İnsana eziyetten zevk alan soysuz, sana da lanet olsun…
Düşün bir gör bak her insan vazifeli her insan, insan olma yolunda kendini eğitmekle ocağını bulmakla görevli..Gerçekten insan yaratılışta söz verdiği adem olma sözünü yerine getirseydi eğer, Şu fenada ağlayan bir tek kul görmen mümkün olmazdı ki…Ağlamak için yegane sebepte nimete şükrün aydınlık yaşlarından olurdu…Bir yerde ağlayan ne kadar çoksa orada o denli azdır adem...Yazık ki insan çok ama, hayli zamandır adem azınlıkta kaldı bu dünyada….

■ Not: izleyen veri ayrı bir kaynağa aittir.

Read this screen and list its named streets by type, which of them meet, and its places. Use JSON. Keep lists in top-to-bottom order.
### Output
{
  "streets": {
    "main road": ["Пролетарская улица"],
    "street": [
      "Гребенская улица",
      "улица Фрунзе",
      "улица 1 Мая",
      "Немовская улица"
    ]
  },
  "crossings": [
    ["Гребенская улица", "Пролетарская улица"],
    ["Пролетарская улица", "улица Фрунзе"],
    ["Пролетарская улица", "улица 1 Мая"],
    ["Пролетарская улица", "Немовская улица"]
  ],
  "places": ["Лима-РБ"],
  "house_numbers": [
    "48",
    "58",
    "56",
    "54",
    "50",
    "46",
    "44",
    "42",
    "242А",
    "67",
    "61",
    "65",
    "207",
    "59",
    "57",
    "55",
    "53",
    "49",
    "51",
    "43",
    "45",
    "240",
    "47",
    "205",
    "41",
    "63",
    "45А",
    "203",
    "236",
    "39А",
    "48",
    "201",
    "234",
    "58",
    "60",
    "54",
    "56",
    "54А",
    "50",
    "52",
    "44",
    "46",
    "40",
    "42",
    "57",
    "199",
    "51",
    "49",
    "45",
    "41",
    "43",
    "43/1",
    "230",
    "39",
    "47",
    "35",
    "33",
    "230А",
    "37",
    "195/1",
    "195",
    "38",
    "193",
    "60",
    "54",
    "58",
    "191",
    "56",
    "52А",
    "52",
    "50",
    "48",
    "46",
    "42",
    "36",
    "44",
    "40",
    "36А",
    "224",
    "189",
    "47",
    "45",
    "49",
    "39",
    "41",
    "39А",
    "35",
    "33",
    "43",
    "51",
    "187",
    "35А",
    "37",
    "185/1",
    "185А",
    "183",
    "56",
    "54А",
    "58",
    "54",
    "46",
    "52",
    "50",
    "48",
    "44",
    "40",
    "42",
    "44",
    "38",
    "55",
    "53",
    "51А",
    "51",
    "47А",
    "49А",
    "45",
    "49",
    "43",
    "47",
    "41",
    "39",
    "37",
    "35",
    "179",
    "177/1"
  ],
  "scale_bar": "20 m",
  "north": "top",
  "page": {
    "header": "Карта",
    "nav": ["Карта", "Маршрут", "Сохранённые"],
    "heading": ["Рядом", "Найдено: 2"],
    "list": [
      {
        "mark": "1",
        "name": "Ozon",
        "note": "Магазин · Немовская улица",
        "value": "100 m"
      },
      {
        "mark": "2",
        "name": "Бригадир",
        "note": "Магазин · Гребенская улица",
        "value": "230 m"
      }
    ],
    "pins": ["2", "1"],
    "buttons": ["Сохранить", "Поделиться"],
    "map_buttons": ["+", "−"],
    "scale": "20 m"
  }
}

Bu günün insanı yaratılışı ile kendine verilen nizamdan kopmuş, bu kopuşu sebebiyle kendi düzenine küfreder durumda… Hâlbuki insanlığın hamurunda en büyük paydır yaratılanı sevmek..Bak bakalım iblise kul olan ne yapıyor…Hiç aslını sevebiliyor mu, insanı sevebiliyor mu, ayırıyor sürekli ? İnkâr ediyor aslını, İnkâr ediyor köklerinin yerini, hatıratından da çıkarıyor Şarkı… Güneşi batıdan doğurmaya kalkıyor,.Yanlışı alkışlıyor.. Bu ne demektir düşünmüyor bu hürriyetini teslim etmektir, özünü Garba esir etmek, ruhunu prangalamakla eş anlamlı ne yazık ki…
Hür müsün?.. O zaman dimağın açık demek, Görecek gözlerin var demektir, gözünün gördüğünü de anlayabilecek bir özün var demektir...
Sen bu toprakların şaşkın evladı..Sana ne vaat edildi, ne verildi , kazancın ne oldu ki aslına bunca duyarsız kaldın. Şarka tümden ardını döndün….Unutma toplumların suskunluğu gün gelir hesap sorar, hesaba çekileceğini bildiğin ölçüde insansın. Bu millet bir asrı geçkindir hep ağladı ağlayanın hakkıdır artık gülmek, sen nasıl bilmez, görmezden gelirsin. Daha ne kadar inkar edeceksin geçmişine serpilen nifak tohumlarını..Daha ne kadar yalanı biçeceksin, ne zamana kadar eline geçen hasadın yanlış olacak…Bu başı boşluk, bu inkar, bu görmezden gelmek bil ki seni sarhoş eder..Eğer sarhoşsan söyle hiç sarhoşun eline de diline de güven olur mu?
İnkâr etmeni ister namert benden yedi düvel evvelimi…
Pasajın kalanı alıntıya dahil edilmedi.